A sounding rocket carrying the EVE calibration instrument launched May 3 to provide supporting data for the EVE instrument currently on the Solar Dynamics Observatory. (Courtesy USAF/White Sands Missile Range)

A LASP-built instrument launched aboard a sounding rocket on May 3 with the goal of providing calibration data for a twin instrument already in flight aboard NASA’s Solar Dynamics Observatory (SDO). The “rocket-based” Extreme ultraviolet Variability Experiment, or EVE, was launched from the Air Force’s White Sands Missile Range near Las Cruces, New Mex.
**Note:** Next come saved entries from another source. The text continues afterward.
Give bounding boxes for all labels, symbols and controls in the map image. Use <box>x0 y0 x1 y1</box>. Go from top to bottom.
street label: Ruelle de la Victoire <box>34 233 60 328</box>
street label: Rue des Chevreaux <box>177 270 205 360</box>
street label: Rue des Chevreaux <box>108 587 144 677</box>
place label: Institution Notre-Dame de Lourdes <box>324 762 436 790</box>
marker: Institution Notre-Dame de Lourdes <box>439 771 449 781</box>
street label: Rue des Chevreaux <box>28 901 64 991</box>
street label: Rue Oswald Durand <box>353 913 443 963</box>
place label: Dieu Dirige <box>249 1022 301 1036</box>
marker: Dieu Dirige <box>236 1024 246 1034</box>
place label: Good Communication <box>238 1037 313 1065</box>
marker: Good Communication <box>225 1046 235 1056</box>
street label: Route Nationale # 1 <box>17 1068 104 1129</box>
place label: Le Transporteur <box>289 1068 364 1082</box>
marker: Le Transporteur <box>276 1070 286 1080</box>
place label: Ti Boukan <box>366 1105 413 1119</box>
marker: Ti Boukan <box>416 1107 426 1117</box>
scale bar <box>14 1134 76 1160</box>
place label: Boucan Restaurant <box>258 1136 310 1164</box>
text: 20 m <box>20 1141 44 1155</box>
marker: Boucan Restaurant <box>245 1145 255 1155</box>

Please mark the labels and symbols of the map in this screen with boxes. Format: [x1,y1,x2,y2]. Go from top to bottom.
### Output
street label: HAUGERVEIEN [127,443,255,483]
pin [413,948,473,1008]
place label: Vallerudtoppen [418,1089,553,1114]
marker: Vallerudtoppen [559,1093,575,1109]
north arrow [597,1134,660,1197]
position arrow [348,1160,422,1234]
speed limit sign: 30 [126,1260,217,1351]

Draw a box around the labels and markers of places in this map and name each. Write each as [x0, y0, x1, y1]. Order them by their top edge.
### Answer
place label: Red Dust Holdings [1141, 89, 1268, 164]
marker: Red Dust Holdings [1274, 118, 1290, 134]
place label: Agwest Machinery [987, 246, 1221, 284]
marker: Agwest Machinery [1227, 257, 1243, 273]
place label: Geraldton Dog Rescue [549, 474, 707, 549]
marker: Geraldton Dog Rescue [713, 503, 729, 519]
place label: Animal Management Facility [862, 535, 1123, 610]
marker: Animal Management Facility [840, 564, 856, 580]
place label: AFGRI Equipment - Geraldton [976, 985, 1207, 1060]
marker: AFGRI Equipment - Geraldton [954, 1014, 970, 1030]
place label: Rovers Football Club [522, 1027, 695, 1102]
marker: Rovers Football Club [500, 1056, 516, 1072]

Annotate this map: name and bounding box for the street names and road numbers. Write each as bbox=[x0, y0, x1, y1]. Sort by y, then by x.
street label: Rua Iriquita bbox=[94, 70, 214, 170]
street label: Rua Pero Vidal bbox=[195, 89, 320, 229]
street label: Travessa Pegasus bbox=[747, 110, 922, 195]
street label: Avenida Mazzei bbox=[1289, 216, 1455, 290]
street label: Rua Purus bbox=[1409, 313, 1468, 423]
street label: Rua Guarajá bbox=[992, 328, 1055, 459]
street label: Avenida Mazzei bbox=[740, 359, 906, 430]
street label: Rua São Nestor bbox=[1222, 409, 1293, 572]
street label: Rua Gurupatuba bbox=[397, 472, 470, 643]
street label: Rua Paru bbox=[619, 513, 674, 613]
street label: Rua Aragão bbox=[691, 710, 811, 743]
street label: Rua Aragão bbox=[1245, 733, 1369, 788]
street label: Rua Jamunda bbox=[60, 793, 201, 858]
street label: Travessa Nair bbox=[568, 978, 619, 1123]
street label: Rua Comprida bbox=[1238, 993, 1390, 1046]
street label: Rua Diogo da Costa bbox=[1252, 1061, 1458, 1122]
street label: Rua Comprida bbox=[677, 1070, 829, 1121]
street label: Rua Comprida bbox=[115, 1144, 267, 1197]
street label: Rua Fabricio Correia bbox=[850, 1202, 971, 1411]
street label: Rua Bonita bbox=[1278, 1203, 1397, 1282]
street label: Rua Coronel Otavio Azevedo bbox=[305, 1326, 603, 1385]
The solar observations made by the rocket instrument provided a well-calibrated solar spectrum, which will now be compared to observations taken by the EVE instrument aboard SDO at the same time. The spacecraft-based EVE will be corrected to match the spectrum provided by the rocket-based EVE.

Future rocket flights with the EVE instruments will allow LASP scientists to track long-term changes in the space-based EVE. Since the rocket instrument is recovered each time, and calibrated before each launch, scientists are able to use the rocket-based EVE as a benchmark for the science data coming from space.

EVE monitors the sun where it is most variable — in the extreme UV part of the spectrum — and measures the spectrum every 10 seconds. At these wavelengths, the brightness of the sun can rise and fall a hundredfold within seconds, heating and “puffing up” the Earth’s upper atmosphere, which absorbs the high-energy UV photons. EVE measures these changes with unprecedented time and spectral resolution. The instrument was designed and built, in part, by engineers, scientists and students at LASP.

Launched on Feb. 11, SDO is the most advanced spacecraft ever launched to study the sun and its dynamic behavior. The spacecraft will provide images with clarity ten times better than high definition television and more comprehensive science data faster than any solar observing spacecraft in history.

NASA, NOAA, and the Air Force will use EVE data to more precisely predict how each solar flare will change our ionosphere. With this information, scientists will be able to be proactive, instead of reactive, to the impact of these solar storms on our technology.